Orthopaedic concerns for adults with Angelman Syndrome include maintaining joint movement and managing body weight. Over time, hip and knee muscle shortening, scoliosis, and decreased stamina may develop. However, 64-75% of all adults with Angelman Syndrome are able to walk independently. Physical therapy may be needed intermittently throughout life to address changes in function, walking patterns, posture, joint movement, and strength.
Adults with Angelman Syndrome and Transition of Care
Adults with Angelman Syndrome face unique challenges, such as reduced mobility, a more sedentary lifestyle, difficulty chewing and swallowing, gastro-oesophageal reflux disease (GORD), constipation, anxiety, and behavioural concerns. However, sleep issues, seizures, and hyperactivity may improve over time. Transitioning to adulthood requires careful planning to ensure ongoing educational and therapeutic support, including access to behavioural therapy, augmentative and alternative communication (AAC) devices, disability benefits, local authority funding programmes, and help with decision-making.

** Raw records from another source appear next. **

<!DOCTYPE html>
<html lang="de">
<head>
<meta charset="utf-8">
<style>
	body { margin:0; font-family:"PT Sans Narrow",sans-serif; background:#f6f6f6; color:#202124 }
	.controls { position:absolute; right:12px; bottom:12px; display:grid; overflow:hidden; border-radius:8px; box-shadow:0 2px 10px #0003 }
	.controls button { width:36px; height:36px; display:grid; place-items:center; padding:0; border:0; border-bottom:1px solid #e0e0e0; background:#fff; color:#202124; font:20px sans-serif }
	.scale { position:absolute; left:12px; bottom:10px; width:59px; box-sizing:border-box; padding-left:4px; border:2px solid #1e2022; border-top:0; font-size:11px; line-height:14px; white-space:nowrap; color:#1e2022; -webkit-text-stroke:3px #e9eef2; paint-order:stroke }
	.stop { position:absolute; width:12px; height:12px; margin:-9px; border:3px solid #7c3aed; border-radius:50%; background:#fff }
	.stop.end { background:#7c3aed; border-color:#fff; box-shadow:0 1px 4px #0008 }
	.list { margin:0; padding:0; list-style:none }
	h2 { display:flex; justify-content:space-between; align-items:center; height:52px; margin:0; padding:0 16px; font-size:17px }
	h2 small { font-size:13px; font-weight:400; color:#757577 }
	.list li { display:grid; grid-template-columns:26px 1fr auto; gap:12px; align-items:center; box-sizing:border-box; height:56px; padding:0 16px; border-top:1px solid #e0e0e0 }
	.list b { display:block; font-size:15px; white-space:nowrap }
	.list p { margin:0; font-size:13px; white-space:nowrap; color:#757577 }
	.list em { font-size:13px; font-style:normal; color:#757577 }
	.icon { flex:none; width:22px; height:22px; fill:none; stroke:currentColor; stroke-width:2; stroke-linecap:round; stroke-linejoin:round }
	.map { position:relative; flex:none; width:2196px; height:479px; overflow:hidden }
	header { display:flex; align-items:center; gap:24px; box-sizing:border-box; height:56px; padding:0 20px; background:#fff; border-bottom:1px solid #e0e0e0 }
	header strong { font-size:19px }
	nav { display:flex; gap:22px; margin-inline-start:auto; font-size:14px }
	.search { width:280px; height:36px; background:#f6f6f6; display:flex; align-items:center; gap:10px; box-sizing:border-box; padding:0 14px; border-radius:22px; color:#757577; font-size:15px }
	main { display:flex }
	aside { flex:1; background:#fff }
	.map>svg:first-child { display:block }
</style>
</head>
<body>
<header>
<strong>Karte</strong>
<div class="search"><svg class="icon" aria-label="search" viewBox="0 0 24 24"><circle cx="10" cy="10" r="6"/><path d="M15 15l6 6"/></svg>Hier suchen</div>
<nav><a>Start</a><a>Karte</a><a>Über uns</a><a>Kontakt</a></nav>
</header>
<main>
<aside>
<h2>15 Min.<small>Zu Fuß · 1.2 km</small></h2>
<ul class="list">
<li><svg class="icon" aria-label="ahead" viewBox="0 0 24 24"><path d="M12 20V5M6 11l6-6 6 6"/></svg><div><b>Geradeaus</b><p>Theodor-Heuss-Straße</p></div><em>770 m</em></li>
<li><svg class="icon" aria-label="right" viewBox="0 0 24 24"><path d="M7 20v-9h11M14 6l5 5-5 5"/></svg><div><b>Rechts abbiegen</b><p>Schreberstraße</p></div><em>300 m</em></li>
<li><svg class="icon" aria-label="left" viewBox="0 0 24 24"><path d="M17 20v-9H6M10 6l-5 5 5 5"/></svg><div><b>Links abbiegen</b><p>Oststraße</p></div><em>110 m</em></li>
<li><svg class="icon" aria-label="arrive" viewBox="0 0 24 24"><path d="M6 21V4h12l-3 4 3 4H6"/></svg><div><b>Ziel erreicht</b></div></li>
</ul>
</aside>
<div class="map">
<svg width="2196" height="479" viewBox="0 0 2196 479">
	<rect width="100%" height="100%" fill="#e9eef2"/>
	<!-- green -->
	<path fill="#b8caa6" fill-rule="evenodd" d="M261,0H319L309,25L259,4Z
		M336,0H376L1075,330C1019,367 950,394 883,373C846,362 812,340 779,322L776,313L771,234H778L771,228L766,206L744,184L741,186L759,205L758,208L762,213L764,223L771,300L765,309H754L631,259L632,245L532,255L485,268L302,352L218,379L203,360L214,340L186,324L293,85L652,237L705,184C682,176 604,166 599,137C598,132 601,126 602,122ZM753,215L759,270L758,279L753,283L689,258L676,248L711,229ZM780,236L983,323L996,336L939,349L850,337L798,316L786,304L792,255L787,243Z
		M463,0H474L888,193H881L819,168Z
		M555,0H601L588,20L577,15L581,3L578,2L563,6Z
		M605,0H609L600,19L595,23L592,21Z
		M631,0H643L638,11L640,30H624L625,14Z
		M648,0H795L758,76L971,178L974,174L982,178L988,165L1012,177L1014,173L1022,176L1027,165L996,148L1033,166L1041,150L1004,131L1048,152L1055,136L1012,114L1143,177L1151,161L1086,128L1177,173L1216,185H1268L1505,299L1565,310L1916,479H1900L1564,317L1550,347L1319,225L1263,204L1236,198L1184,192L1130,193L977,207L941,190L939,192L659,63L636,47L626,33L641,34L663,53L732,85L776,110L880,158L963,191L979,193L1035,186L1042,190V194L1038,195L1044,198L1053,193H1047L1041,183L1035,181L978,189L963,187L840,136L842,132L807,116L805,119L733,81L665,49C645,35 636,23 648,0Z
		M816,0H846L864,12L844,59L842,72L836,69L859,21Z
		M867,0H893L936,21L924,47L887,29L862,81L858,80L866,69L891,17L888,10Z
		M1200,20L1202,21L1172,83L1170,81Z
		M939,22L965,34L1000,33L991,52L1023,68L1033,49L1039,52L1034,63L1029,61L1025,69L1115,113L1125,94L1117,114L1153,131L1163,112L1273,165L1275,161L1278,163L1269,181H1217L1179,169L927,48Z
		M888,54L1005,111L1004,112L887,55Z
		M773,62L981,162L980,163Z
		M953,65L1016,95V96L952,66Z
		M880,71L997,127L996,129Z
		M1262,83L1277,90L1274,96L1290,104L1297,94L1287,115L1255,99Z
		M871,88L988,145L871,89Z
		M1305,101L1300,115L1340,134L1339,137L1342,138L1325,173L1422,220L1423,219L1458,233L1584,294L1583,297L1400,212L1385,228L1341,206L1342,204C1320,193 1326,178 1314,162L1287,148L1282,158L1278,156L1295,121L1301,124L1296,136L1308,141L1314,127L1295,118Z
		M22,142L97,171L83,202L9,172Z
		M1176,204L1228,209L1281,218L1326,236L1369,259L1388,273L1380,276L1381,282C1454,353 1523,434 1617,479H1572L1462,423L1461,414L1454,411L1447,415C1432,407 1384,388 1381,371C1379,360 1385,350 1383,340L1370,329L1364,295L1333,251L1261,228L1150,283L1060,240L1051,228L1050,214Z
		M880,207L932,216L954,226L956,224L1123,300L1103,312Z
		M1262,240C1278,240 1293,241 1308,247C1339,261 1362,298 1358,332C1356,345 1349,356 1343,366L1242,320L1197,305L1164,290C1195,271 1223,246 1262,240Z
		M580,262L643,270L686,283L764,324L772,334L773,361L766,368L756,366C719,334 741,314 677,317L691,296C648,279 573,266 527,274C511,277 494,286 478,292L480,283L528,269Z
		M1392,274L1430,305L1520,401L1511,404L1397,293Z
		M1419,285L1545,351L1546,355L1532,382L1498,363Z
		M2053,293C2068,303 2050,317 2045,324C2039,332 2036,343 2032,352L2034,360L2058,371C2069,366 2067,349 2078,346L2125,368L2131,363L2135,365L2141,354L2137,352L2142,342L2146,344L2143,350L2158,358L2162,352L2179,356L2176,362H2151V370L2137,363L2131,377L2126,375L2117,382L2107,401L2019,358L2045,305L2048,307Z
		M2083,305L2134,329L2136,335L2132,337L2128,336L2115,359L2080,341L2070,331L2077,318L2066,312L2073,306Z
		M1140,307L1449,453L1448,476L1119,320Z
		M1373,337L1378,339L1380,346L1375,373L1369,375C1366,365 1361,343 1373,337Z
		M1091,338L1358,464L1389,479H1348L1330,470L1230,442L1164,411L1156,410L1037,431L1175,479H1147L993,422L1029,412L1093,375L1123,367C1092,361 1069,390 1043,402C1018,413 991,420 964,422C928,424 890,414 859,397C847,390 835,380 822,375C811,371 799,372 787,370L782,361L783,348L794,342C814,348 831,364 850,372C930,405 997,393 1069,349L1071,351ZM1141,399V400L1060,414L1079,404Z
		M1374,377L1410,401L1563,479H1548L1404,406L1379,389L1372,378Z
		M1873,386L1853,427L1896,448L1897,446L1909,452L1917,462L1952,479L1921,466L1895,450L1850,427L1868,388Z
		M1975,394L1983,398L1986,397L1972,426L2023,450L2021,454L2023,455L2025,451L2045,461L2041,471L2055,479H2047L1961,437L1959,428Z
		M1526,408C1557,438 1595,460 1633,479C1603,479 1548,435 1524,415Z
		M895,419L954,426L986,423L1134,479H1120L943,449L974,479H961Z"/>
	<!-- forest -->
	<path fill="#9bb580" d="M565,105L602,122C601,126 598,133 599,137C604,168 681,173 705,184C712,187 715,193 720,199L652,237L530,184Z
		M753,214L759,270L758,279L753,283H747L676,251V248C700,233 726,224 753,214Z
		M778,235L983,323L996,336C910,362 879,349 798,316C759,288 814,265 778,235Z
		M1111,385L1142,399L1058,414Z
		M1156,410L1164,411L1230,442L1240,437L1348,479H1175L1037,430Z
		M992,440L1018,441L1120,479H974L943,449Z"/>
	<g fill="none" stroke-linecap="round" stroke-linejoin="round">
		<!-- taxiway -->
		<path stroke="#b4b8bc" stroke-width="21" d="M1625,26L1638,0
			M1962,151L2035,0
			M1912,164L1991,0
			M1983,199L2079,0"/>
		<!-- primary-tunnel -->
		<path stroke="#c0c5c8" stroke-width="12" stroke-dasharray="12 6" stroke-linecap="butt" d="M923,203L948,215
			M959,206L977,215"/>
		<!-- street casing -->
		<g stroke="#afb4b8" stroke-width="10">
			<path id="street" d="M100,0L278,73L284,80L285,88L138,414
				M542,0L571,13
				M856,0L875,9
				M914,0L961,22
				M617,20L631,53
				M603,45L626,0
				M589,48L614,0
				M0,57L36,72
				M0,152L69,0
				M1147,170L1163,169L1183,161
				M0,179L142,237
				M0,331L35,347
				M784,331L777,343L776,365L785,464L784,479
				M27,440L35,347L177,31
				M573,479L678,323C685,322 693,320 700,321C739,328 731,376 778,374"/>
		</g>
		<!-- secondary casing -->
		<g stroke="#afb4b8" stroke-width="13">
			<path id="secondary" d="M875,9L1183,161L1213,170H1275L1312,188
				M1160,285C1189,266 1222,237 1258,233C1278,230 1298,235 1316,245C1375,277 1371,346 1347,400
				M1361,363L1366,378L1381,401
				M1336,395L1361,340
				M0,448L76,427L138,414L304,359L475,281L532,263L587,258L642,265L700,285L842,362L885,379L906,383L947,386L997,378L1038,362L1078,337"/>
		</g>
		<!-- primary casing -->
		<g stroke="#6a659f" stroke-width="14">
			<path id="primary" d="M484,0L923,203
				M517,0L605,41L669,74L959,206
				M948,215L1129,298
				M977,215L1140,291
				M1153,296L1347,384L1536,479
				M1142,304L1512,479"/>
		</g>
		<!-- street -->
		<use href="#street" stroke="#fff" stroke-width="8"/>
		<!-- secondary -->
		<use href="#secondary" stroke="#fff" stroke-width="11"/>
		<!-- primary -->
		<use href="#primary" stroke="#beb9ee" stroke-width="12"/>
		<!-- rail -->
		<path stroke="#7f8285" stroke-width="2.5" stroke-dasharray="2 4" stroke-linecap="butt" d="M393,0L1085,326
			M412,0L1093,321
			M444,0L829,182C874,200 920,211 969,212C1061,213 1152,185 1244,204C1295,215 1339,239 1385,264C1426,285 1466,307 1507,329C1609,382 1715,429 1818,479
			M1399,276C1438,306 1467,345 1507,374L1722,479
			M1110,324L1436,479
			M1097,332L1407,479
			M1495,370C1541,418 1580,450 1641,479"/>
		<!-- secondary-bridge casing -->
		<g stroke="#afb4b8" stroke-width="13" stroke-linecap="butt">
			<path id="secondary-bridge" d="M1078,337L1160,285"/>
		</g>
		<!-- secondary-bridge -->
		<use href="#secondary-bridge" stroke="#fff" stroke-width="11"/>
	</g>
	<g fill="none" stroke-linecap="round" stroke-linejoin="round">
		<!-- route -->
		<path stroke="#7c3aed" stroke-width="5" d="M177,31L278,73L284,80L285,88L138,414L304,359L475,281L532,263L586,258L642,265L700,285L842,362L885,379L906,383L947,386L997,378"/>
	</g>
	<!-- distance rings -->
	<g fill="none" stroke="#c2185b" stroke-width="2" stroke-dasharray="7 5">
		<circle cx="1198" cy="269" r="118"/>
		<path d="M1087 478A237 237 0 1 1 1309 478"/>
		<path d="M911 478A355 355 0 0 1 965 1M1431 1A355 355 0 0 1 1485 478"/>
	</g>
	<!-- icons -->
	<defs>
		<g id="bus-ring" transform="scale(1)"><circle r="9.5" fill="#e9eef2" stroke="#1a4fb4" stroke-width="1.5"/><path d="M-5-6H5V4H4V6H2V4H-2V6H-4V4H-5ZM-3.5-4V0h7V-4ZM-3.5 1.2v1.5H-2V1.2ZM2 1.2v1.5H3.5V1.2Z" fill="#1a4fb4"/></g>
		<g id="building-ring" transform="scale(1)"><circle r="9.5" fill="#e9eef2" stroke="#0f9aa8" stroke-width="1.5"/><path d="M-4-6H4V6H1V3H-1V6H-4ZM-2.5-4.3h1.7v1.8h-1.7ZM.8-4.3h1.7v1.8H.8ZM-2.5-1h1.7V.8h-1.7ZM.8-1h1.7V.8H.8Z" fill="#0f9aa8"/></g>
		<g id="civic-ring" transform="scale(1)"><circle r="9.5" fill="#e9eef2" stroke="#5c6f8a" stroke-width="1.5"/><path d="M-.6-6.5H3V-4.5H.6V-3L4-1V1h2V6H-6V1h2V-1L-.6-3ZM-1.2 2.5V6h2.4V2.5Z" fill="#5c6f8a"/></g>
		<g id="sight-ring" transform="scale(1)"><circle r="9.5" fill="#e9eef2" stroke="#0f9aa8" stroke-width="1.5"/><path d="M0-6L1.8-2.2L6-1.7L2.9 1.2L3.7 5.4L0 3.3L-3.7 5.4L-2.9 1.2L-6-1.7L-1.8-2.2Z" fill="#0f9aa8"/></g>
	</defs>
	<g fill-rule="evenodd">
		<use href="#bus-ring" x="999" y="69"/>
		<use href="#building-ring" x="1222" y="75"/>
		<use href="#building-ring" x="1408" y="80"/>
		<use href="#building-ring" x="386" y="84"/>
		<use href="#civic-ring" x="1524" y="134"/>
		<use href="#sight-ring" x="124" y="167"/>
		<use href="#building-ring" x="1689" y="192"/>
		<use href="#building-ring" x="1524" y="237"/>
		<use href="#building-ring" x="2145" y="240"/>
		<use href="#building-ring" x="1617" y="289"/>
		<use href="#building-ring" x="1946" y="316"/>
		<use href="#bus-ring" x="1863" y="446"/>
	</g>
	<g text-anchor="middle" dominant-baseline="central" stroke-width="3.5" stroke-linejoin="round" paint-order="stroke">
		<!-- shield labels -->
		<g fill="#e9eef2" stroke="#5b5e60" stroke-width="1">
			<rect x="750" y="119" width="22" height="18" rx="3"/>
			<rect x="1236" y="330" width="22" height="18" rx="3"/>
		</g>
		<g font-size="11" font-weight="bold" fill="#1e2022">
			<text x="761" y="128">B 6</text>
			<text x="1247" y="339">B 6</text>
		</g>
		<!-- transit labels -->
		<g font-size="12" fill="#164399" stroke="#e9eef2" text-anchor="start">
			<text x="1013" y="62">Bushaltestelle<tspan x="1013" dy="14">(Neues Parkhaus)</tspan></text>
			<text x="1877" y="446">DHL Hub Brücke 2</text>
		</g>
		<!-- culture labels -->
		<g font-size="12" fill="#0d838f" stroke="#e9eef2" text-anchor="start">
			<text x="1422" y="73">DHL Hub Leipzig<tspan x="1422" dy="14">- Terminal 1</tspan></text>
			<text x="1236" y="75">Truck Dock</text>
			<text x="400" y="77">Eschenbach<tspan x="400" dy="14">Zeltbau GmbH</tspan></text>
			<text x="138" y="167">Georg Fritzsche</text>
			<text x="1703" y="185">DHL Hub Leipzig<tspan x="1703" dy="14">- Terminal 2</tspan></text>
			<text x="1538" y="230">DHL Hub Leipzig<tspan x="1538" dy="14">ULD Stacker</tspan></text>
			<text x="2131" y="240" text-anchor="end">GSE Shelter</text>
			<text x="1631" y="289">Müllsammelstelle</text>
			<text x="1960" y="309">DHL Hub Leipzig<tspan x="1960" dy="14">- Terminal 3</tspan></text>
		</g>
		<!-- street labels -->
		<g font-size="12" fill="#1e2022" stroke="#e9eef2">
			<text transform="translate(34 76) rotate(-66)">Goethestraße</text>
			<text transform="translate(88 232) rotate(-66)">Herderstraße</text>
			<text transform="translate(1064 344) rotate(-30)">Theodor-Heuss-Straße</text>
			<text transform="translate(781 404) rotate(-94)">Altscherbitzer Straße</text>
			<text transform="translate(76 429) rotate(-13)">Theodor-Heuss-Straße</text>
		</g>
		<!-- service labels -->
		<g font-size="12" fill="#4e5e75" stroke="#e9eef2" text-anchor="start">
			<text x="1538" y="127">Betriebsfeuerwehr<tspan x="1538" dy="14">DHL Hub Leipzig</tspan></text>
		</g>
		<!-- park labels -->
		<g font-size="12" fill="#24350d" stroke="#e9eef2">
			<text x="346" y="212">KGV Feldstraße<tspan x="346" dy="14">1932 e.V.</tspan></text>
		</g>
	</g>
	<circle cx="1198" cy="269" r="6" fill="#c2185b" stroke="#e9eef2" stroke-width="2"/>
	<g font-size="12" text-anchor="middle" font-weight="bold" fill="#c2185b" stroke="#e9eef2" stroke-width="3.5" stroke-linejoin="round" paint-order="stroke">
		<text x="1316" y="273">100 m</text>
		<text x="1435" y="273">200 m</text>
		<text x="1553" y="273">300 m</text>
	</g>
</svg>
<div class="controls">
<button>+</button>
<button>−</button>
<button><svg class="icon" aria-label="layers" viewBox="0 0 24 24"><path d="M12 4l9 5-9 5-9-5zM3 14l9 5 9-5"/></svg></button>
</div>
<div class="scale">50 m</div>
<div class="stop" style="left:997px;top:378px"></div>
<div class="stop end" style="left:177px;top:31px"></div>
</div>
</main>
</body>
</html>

Early planning should involve the use of community support resources, such as Mencap and Rare Disease UK, as well as patient support organisations like Angelman UK and ASF. Financial planning is vital and may include establishing trust for the person with Angelman Syndrome. Early on, consider enrolling in vocational or recreational opportunities, such as adaptive sports or vocational training programmes.
Caregiver and Family Health
Caregivers of individuals with Angelman Syndrome are at high risk of experiencing negative consequences. Therefore, it is essential to conduct ongoing research to understand the specific needs of caregivers throughout their lives. Healthcare professionals should be aware of the stressors associated with caregiving, which can negatively impact social networks, family dynamics, and financial security, leading to or worsening mental and physical health challenges for caregivers. Professionals can offer much-needed relief, such as respite care, which can have long-term positive impacts on the person with Angelman Syndrome and their support system.
The relationship between siblings of individuals with Angelman Syndrome is unique and requires family-based approaches. It is crucial to provide regular, individualised attention to siblings, allowing them an outlet to share their concerns and challenges. Connecting with local and national support groups and linking with other families can help create valuable support networks. Tools for siblings may include children’s books and support groups.